Uncontrolled or significant cardiovascular disease, including:

Prolongation of the average Corrected QT interval (QTc, Fridericia's correction formula used) (> 470 ms regardless of sex).

Clinically significant arrhythmia, unstable angina pectoris, congestive heart failure (class II-IV of New York Heart Association [NYHA]) or acute myocardial infarction within preceding 6 months.

History of additional risk factors for Torsades de Pointes (TdP) (e.g., heart failure, hypokalemia, family history of Long QT Syndrome).

Uncontrolled hypertension defined as systolic BP ≥160 mm Hg or diastolic BP ≥100 mm Hg while receiving more than one kind of antihypertensive drug.

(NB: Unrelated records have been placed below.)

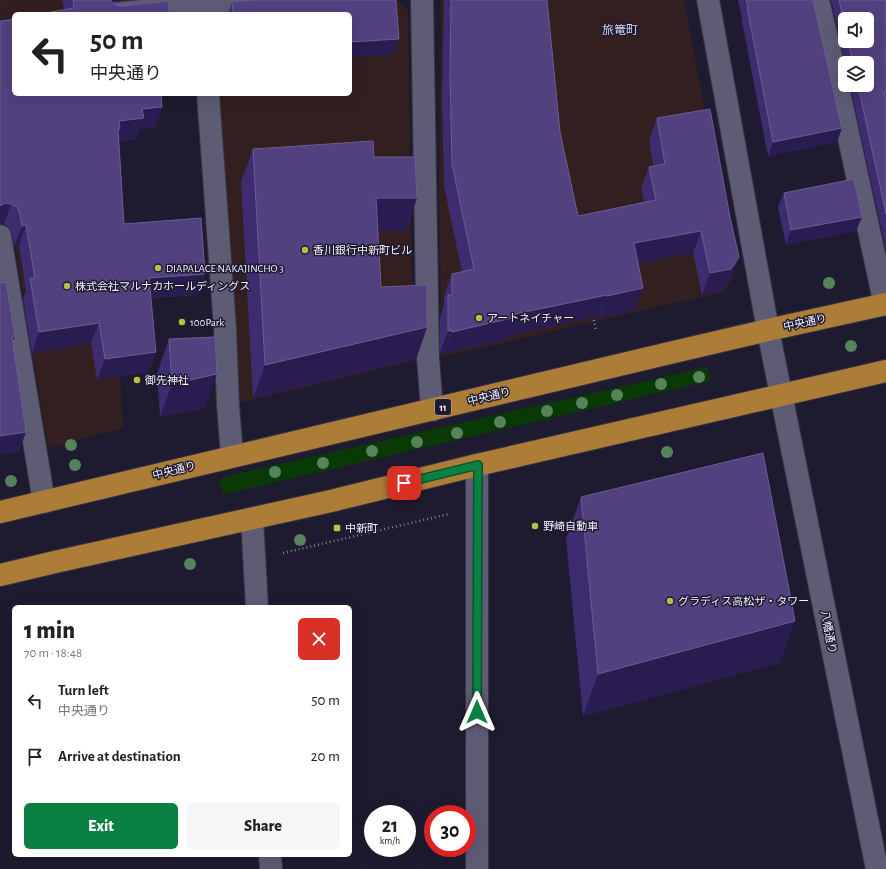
<!DOCTYPE html>
<meta charset="utf-8">
<style>
:root{--surface:#fff;--page:#f6f6f6;--text:#222;--muted:#767676;--accent:#0b8043}
body{margin:0;font-family:"Alegreya Sans","Noto Sans JP",sans-serif;background:var(--page);color:var(--text);height:100vh;display:flex;flex-direction:column;font-size:15px;white-space:nowrap}
*{box-sizing:border-box;margin:0}
p{font-size:13px;color:var(--muted)}
.icon{flex:none;width:22px;height:22px;fill:none;stroke:currentColor;stroke-width:2;stroke-linecap:round;stroke-linejoin:round}
.map{position:relative;flex:1;overflow:hidden}
.panel{position:absolute;left:12px;top:605px;width:340px;height:252px;display:flex;flex-direction:column;background:var(--surface);border-radius:6px;box-shadow:0 4px 16px #0002}
.panel>*{flex:none}
.top-card{position:absolute;left:12px;top:12px;width:340px;height:84px;border-radius:6px;box-shadow:0 4px 16px #0002;background:#fff;color:var(--text);overflow:hidden}
.tools{position:absolute;left:838px;top:12px;display:grid;gap:8px}
.tools a{display:grid;place-items:center;width:36px;height:36px;border-radius:6px;background:var(--surface);box-shadow:0 4px 16px #0002;font-size:20px}
.speed{position:absolute;left:364px;top:805px;display:flex;gap:8px;font-size:20px;font-weight:700;text-align:center}
.speed>*{display:grid;place-content:center;width:52px;height:52px;border-radius:50%;background:var(--surface);box-shadow:0 4px 16px #0002;line-height:1}
.speed small{font-size:10px;font-weight:400}
.speed .limit{border:6px solid #d22;background:#fff;color:#111}
.pin{position:absolute;display:grid;place-items:center;width:34px;height:34px;color:#fff;margin:-17px;border-radius:8px;box-shadow:0 2px 6px #0006}
.me{position:absolute;width:44px;margin:-22px;rotate:0deg;stroke-linejoin:round;filter:drop-shadow(0 0 3px #0008)}
.turn{display:flex;align-items:center;gap:14px;height:84px;padding:0 12px;font-size:18px}
.turn .icon{width:52px;height:52px;stroke-width:2.5}
.turn b{display:block;font-size:28px;line-height:34px}
.round{display:grid;place-items:center;flex:none;width:42px;height:42px;border-radius:6px;background:var(--page)}
.headline{display:flex;align-items:center;justify-content:space-between;height:68px;padding:0 12px}
h1{font-size:24px;font-weight:800;line-height:30px}
.cta{display:flex;gap:8px;margin-top:auto;padding:8px 12px}
.cta a{flex:1;height:46px;border-radius:6px;background:var(--accent);color:#fff;font-size:16px;font-weight:800;line-height:46px;text-align:center}
.cta a+a{background:var(--page);color:var(--text)}
ul{padding:0;list-style:none}
li{display:flex;align-items:center;gap:12px;height:56px;padding:0 12px}
li div{flex:1}
li b{display:block;font-size:15px}
li em{font-style:normal}
.map>svg:first-child{display:block}
</style>
<div class="map">
<svg width="886" height="869" viewBox="0 0 886 869">
<rect width="100%" height="100%" fill="#1e1b30"/>
<g fill="#331f1f">
<path d="M0,0h181l-132,14h-35v4l-14,1z"/>
<path d="M441,0h243l24,127 25,151 -10,14 -281,65 -3,-156z"/>
<path d="M399,1l9,10 5,350 -173,42 -21,-309h131v-80h-130l3,-3z"/>
<path d="M3,170l113,169 8,89 -76,20z"/>
</g>
<path fill="#093a06" d="M707,367l3,14 -485,113 -3,-3 -2,-9 3,-5z"/>
<g fill="none" stroke-linecap="round" stroke-linejoin="round">
<defs>
<g id="minor">
<path d="M422,0l6,358 4,52"/>
<path d="M708,0l60,330 109,539"/>
<path d="M818,0l18,78 49,227"/>
<path d="M113,14l88,-9 56,-5"/>
<path d="M208,94l17,234 3,77 4,51"/>
<path d="M0,236l44,266"/>
<path d="M252,519l5,88"/>
<path d="M270,855l1,14"/>
<path d="M477,869v-404"/>
</g>
<g id="highway">
<path d="M0,512l678,-161 90,-21 118,-26"/>
<path d="M0,575l55,-13 276,-61 146,-36 409,-94"/>
</g>
</defs>
<use href="#minor" stroke="#373545" stroke-width="24"/>
<use href="#highway" stroke="#373545" stroke-width="24"/>
<g stroke="#838192" stroke-width="2.5" stroke-dasharray="1 3" stroke-linecap="butt">
<path d="M593,316l3,14"/>
<path d="M283,553l166,-39"/>
</g>
<use href="#minor" stroke="#5e5c75" stroke-width="22"/>
<use href="#highway" stroke="#ab7d37" stroke-width="22"/>
</g>
<g fill="#56835a">
<circle cx="829" cy="283" r="6"/>
<circle cx="851" cy="346" r="6"/>
<circle cx="699" cy="377" r="6"/>
<circle cx="661" cy="384" r="6"/>
<circle cx="617" cy="395" r="6"/>
<circle cx="582" cy="403" r="6"/>
<circle cx="547" cy="411" r="6"/>
<circle cx="500" cy="422" r="6"/>
<circle cx="457" cy="433" r="6"/>
<circle cx="417" cy="442" r="6"/>
<circle cx="71" cy="445" r="6"/>
<circle cx="372" cy="451" r="6"/>
<circle cx="667" cy="452" r="6"/>
<circle cx="323" cy="463" r="6"/>
<circle cx="75" cy="465" r="6"/>
<circle cx="275" cy="472" r="6"/>
<circle cx="11" cy="481" r="6"/>
<circle cx="300" cy="540" r="6"/>
<circle cx="190" cy="564" r="6"/>
</g>
<g fill="#3e2c70" fill-rule="evenodd">
<path d="M62,0h65l-16,2 5,3 -52,5z"/>
<path d="M252,0h144l3,39 -6,15 -43,3v-43h-122l4,-12z"/>
<path d="M444,0h103l13,132 18,84 66,-14 -3,-13 8,-22 4,-1 -4,-26 8,-22 74,160 -8,12 -21,5 -9,-42 -55,10 -3,47 -36,8v-2l-90,20 -1,3 -64,14v-1l-4,1v-36l4,-12v-9l8,-22 10,-2 -18,-86 -2,-88z"/>
<path d="M738,0h75l24,142 -69,14 -26,-135v-2z"/>
<path d="M831,0h55v250l-36,-165h17v-22h-22zM845,19l22,22h-22z"/>
<path d="M0,21l162,86 -7,20 -15,2 -4,10 -17,2 5,83 81,50 -7,21 -47,3 5,54 -8,20 -51,8 -6,-37 -59,10 -9,-54 3,-8 -7,-45h-5l-2,-12 -3,-6 -5,-4z"/>
<path d="M253,149l121,8 43,41 -11,33h-28l3,56 46,40 -11,32 -163,39 -12,-216z"/>
<path d="M784,193l72,38 -70,14 -8,-38z"/>
<path d="M169,339l36,69 -45,9 -3,-44z"/>
<path d="M581,497l199,166 -197,53 -17,-177z"/>
</g>
<g fill="#291c50">
<path d="M105,0h22l-15,2 -7,2z"/>
<path d="M399,39l-6,15 -43,3v-15z"/>
<path d="M162,107l-7,20 -15,2 -4,10 -21,2 4,-20 23,-12z"/>
<path d="M842,128l-5,14 -69,14 5,-14z"/>
<path d="M376,198h41l-11,33h-42z"/>
<path d="M5,203l6,1 -7,20h-4v-18z"/>
<path d="M862,217l-6,14 -70,14 5,-15z"/>
<path d="M26,225l-7,21h-5l8,-20z"/>
<path d="M701,231l-8,22 -67,12 8,-22z"/>
<path d="M739,257l-8,21 -8,12 -21,5 8,-22z"/>
<path d="M205,274l-7,21 -56,3 7,-20z"/>
<path d="M643,288l-8,22 -36,8 8,-22z"/>
<path d="M607,295l-8,21 -90,20 -1,3 -64,14 8,-21 63,-18z"/>
<path d="M99,323l-8,20 -59,10 7,-21z"/>
<path d="M427,327l-11,32 -163,39 12,-33z"/>
<path d="M452,330l-8,22 -4,1 8,-22z"/>
<path d="M15,336l-8,21 5,-20z"/>
<path d="M156,352l-8,20 -51,8 8,-21z"/>
<path d="M217,374l-12,34 -45,9 12,-33z"/>
<path d="M26,432l-7,20 -19,3v-19z"/>
<path d="M795,621l-15,42 -197,53 15,-42z"/>
</g>
<g fill="#51417f" stroke="#6b5d93">
<path d="M73,0h37l1,1 5,4 5,1 47,-5 1,13h-129l34,-6z"/>
<path d="M252,0h144l3,39 -49,3v-28h-117l-1,-12z"/>
<path d="M451,0h96l13,132 18,84 78,-16 -7,-33 16,-3 -8,-46 53,-9 20,108 9,40 -8,12 -21,4 -9,-42 -67,12 9,45 -36,8v-1l-92,19 1,3 -64,15v-2l-4,1v-36h4v-21l22,-5 -22,-105 -2,-88z"/>
<path d="M746,0h67l29,128 -69,14 -26,-135h1z"/>
<path d="M839,0h47v93h-2l2,7v114l-28,-129h9v-22h-14l-5,-22h19v-22h-22v7z"/>
<path d="M14,19v75h147l1,13 -20,2 2,9 -25,3 1,8h-2l6,95 77,-6 4,56 -56,4 7,74 -51,7 -6,-36 -60,9 -9,-54h5l-9,-53 -4,1 -2,-12 -3,-7 -6,-3 -6,-1 -5,3v-185z"/>
<path d="M373,141l1,16h41l2,41h-41l5,89 46,-2v42l-162,38 -12,-216z"/>
<path d="M854,179l8,38 -71,13 -7,-37z"/>
<path d="M6,282l9,54 -3,1 14,95 -26,4v-153z"/>
<path d="M215,337l2,37 -45,10 -3,-45z"/>
<path d="M763,453l32,168 -197,53 -17,-177z"/>
</g>
<g fill="none" stroke-linecap="round" stroke-linejoin="round">
<defs>
<path id="route" d="M404,483l74,-18 -1,247"/>
</defs>
<use href="#route" stroke="#07532c" stroke-width="10"/>
<use href="#route" stroke="#0b8043" stroke-width="7"/>
</g>
<g fill="#b6c149" stroke="#1e1b30" stroke-width="1.5">
<circle cx="305" cy="250" r="4"/>
<circle cx="158" cy="268" r="4"/>
<circle cx="67" cy="286" r="4"/>
<circle cx="479" cy="318" r="4"/>
<circle cx="182" cy="322" r="4"/>
<circle cx="137" cy="380" r="4"/>
<circle cx="535" cy="526" r="4"/>
<rect x="333" y="524" width="8" height="8" rx="2"/>
<circle cx="670" cy="601" r="4"/>
</g>
<g text-anchor="middle" stroke-width="3" stroke-linejoin="round" paint-order="stroke">
<rect fill="#1e1b30" stroke="#b4b2c1" stroke-width="1" x="435" y="399" width="16" height="16" rx="3"/>
<g font-size="10" font-weight="bold" fill="#f4f3ff">
<text x="443" y="411">11</text>
</g>
<g font-size="11" fill="#f4f3ff" stroke="#1e1b30" text-anchor="start">
<text x="313" y="254">香川銀行中新町ビル</text>
<text x="166" y="272">DIAPALACE NAKAJINCHO 3</text>
<text x="75" y="290">株式会社マルナカホールディングス</text>
<text x="487" y="322">アートネイチャー</text>
<text x="190" y="326">100Park</text>
<text x="145" y="384">御先神社</text>
<text x="543" y="530">野崎自動車</text>
<text x="345" y="532">中新町</text>
<text x="678" y="605">グラディス高松ザ・タワー</text>
</g>
<g font-size="11" fill="#f4f3ff" stroke="#1e1b30">
<text transform="translate(805 322) rotate(-12)" y="4">中央通り</text>
<text transform="translate(489 396) rotate(-14)" y="4">中央通り</text>
<text transform="translate(174 470) rotate(-14)" y="4">中央通り</text>
<text transform="translate(829 632) rotate(79)" y="4">八幡通り</text>
</g>
<g font-size="12" fill="#d4d2ef" stroke="#1e1b30">
<text x="620" y="34">旅篭町</text>
</g>
</g>
</svg>
<div class="tools">
<a><svg class="icon" aria-label="sound" viewBox="0 0 24 24"><path d="M4 9h4l5-4v14l-5-4H4zM17 9q2 3 0 6"/></svg></a>
<a><svg class="icon" aria-label="layers" viewBox="0 0 24 24"><path d="M12 4l9 5-9 5-9-5zM3 14l9 5 9-5"/></svg></a>
</div>
<div class="speed"><div>21<small>km/h</small></div><div class="limit">30</div></div>
<div class="pin" style="left:404px;top:483px;background:#d93025"><svg class="icon" aria-label="arrive" viewBox="0 0 24 24"><path d="M6 21V4h12l-3 4 3 4H6"/></svg></div>
<svg class="me" style="left:477px;top:712px" viewBox="-20 -20 40 40"><path d="M0-17L14 15 0 8-14 15z" fill="#0b8043" stroke="#fff" stroke-width="4"/></svg>
<div class="top-card">
<div class="turn"><svg class="icon" aria-label="left" viewBox="0 0 24 24"><path d="M17 20v-9H6M10 6l-5 5 5 5"/></svg><div><b>50 m</b>中央通り</div></div>
</div>
<section class="panel">
<div class="headline"><div><h1>1 min</h1><p>70 m · 18:48</p></div><a class="round" style="background:#d93025;color:#fff"><svg class="icon" aria-label="close" viewBox="0 0 24 24"><path d="M6 6l12 12M18 6L6 18"/></svg></a></div>
<ul>
<li><svg class="icon" aria-label="left" viewBox="0 0 24 24"><path d="M17 20v-9H6M10 6l-5 5 5 5"/></svg><div><b>Turn left</b><p>中央通り</p></div><em>50 m</em></li>
<li><svg class="icon" aria-label="arrive" viewBox="0 0 24 24"><path d="M6 21V4h12l-3 4 3 4H6"/></svg><div><b>Arrive at destination</b></div><em>20 m</em></li>
</ul>
<div class="cta"><a>Exit</a><a>Share</a></div>
</section>
</div>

For patients with documented positive virology status of hepatitis, as confirmed by Screening hepatitis B virus (HBV) and hepatitis C virus (HCV) tests, only the following patients may be eligible as evaluated by the sponsor and investigator:

Patients with active hepatitis B: HBV DNA ≤500 IU/mL during Screening. Patients who are hepatitis C virus antibody positive (HCV Ab+), who have controlled infection (HCV RNA≤ULN by polymerase chain reaction [PCR] either spontaneously or in response to a successful prior course of anti-HCV therapy at Screening). Patients with controlled infections must undergo periodic monitoring of HCV RNA as per treating physician.

Known HIV infection;

Severe infection, including but not limited to hospitalization due to infection, bacteraemia, or severe pneumonia complications, occurs within 4 weeks prior to initiation of study treatment; Or patients who received therapeutic oral or intravenous antibiotics within two weeks prior to starting study treatment, and who received prophylactic antibiotics (e.g., for the prevention of urinary tract infection or chronic obstructive pulmonary disease);

Active central nervous system (CNS) metastases or meningeal metastases. Subjects may be enrolled in the study if their CNS metastases have received adequate local therapy and have been clinical stable for at least 4 weeks (ie, imaging shows no progression of the brain lesion and neurologically relevant symptoms are stable), and require a dose of prednisone of ≤20 mg/day (or equivalent dose).

Other malignancies within 3 years prior to initiation of TJ101 treatment (other than non-melanoma basal cell carcinoma or squamous cell carcinoma of the skin, breast/cervical carcinoma in situ, superficial bladder carcinoma that have received radical treatment and no evidence of disease recurrence) will confound safety/efficacy of this trial or pose a risk to the participants;

Female patients who are lactating or breastfeeding.

The investigator believes that the subject may have other factors that may affect the results of the study and interfere with the subject's participation in the entire study process, including previous or existing physical conditions, abnormal treatment or laboratory tests, and the subject's unwillingness to comply with all procedures, restrictions, and requirements of the study.